SEO Blog - Internet marketing news and views  

Understanding linking intent; the spam connection

Written by David Harry   
Wednesday, 29 July 2009 08:27

How search engines consider link relevance

A good friend of mine sent me an interesting question a while back, “Dear Dave, can you give me some pointers on how search engines determine link intent?”

Well sheeeeit… it’s hard to say what constitutes ‘intent’ when it comes to various aspects of linking and search engines. It really isn't that straight forward and understanding 'query intent' tends to be the most researched area for search peeps.

And as far as patents/papers, I doubt there is really much out there specifically on intent beyond some papers such as; Recognizing Nepotistic Links on the Web Or Detecting Nepotistic Links by Language Model Disagreement and there is more in CJ’s post on detecting paid links – there are a whack of papers at the end of that one.

Ultimately though…

It’s all about the spam

Most of such valuations (intent) would be in the link spam world as this is where links are evaluated. From that point out, what is actually ‘intent’ is defined by the engines themselves. What I mean is that an algorithm can merely look for elements common to those manipulating the index via links, it is up to the engineers to decide what to do with pages/sites above a given threshold.

To get some ideas we can look at this Google patent; Document scoring based on link based criteria ...which has stuff such as;

Authority entities – one area that can be used to bypass the need to assess value/intent and the potential for link spam is that they will trust authority domains…

“It may be possible for search engine (125) to make exceptions for documents that are determined to be authoritative in some respect, such as government documents, web directories (e.g., Yahoo), and documents that have shown a relatively steady and high rank over time. For example, if an unusual spike in the number or rate of increase of links to an authoritative document occurs, then search engine 125 may consider such a document not to be spam and, thus, allow a relatively high or even no threshold for (growth of) its rank (over time).”

 

Temporal factors – Essentially via link velocity and decay anomalies can be used as a flag for closer inspection – in this case the ‘intent’ being to artificially inflate a link profile.

“A typical, "legitimate" document attracts back links slowly. A large spike in the quantity of back links may signal a topical phenomenon (e.g., the CDC web site may develop many links quickly after an outbreak, such as SARS), or signal attempts to spam a search engine” From; Historical ranking factors or more specifically; Spam detection using temporal factors.

You can also look at this Microsoft patent on temporal link spam detection; Do link spammers leave footprints

 

Anchor text anomalies – A document that has a non-natural rate of growth often has spikes of new backlinks with similar/identical link text associated with it. Documents that show such spikes over time can have the links capped or otherwise devalued.

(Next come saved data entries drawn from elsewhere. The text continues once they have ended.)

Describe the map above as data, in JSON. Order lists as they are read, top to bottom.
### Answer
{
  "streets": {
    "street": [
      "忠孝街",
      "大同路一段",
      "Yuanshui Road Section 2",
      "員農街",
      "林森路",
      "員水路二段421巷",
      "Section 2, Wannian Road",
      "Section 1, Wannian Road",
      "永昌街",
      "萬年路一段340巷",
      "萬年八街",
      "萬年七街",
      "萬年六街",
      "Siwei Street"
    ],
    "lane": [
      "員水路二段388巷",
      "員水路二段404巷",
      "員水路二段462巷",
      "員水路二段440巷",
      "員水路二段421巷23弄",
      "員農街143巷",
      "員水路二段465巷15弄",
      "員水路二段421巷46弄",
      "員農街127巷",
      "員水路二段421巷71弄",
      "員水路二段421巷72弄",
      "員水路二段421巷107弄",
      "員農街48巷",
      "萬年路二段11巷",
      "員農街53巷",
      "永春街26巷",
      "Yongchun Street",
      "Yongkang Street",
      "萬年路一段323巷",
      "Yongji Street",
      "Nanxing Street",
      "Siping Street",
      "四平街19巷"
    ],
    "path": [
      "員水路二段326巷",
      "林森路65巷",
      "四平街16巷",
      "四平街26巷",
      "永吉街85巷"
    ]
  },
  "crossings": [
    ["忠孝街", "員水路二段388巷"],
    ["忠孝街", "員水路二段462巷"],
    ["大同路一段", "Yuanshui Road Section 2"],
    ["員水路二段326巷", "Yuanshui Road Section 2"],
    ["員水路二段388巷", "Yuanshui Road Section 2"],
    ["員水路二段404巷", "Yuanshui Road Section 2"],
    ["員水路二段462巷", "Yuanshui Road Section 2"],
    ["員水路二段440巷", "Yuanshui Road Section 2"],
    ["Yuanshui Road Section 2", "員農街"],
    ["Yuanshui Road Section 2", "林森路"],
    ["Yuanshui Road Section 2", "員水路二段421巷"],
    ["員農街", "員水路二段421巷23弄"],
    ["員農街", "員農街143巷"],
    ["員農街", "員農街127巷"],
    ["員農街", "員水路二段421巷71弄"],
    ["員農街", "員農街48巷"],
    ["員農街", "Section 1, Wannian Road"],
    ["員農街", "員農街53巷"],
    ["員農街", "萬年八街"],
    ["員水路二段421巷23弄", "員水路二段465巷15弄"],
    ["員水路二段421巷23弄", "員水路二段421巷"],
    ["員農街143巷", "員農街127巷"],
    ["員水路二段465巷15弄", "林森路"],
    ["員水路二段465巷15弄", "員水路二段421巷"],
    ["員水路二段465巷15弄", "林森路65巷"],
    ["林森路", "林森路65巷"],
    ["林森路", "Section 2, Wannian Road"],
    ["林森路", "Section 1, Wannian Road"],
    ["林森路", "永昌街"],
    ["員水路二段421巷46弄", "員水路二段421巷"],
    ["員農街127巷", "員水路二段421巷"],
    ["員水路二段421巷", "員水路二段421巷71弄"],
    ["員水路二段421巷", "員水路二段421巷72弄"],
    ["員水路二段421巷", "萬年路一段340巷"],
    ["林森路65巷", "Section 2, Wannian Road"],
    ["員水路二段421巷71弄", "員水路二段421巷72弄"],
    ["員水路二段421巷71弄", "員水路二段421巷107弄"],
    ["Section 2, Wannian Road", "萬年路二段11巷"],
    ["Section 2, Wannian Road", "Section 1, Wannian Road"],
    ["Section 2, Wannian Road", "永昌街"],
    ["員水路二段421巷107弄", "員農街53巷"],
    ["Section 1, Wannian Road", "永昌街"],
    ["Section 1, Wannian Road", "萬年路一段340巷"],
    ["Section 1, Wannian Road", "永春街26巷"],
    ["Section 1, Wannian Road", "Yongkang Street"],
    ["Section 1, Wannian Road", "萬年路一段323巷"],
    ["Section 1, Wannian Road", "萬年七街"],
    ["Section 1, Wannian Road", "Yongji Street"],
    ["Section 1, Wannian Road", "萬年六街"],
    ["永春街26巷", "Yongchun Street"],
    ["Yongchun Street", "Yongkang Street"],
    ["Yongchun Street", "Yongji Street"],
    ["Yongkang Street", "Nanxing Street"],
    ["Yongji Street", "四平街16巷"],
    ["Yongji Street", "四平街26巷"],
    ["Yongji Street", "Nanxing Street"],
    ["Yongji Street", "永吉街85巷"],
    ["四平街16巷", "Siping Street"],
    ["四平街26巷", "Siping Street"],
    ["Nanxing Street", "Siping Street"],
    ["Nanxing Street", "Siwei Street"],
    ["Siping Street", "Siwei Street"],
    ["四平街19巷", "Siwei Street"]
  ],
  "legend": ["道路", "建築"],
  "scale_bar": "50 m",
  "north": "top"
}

“One reason for such spikiness may be the addition of a large number of identical anchors from many documents. Another possibility may be the addition of deliberately different anchors from a lot of documents.” Also from; the Link builders guide to historical ranking factors.

 

Document ranking – search engines may also look at historical ranking levels. This additional signal can be used to detect link intent when combined with other factors;

“(…) search engine 125 may monitor the ranks of documents over time to detect sudden spikes in the ranks of the documents. A spike may indicate either a topical phenomenon (e.g., a hot topic) or an attempt to spam search engine 125 by, for example, trading or purchasing links. Search engine 125 may take measures to prevent spam attempts by, for example, employing hysteresis to allow a rank to grow at a certain rate. In another implementation, the rank for a given document may be allowed a certain maximum threshold of growth over a predefined window of time.”

They also discuss doorway domains and name server freshness… that could be used to assess legitimacy of the inbound link… and ultimately, intent ( in co-currence with other signals).

And that’s just a few ways they can look for anomalies. What is important I there is no singular approach to assessing the intent of a given link per se. It is more about looking at median scoring of a variety of factors which can either trigger an algorithmic devaluation or raise a flag for closer (human inspection). From there, obviously human judgement becomes involved ( see the Google quality rater document that came out a while back).

Another interesting Google patent is; Method for detecting link spam in hyperlinked databases

 

What else?

 … some random thoughts…

 

Document relevance – can also be used to assess the intent of links in a profile as those above and given threshold can often mean there is hanky panky afoot. This speaks to intent as it can show the intent to manipulate.

 

Excessive reciprocals – another area is recips or even 2-3-4 ways links. If they establish the expressed intent of such link building approaches are in play, this can also trigger a closer look. By defining a ratio and set of thresholds, pages with a high level of reciprocation can be identified. Some recent stuff I covered from Yahoo sheds light on that end

Which is based from the patent; Identifying excessively reciprocal links among web entities

 

TrustRank/Harmonic Rank – we can also infer that these concepts can also be used to identify web spam and thus linking intent.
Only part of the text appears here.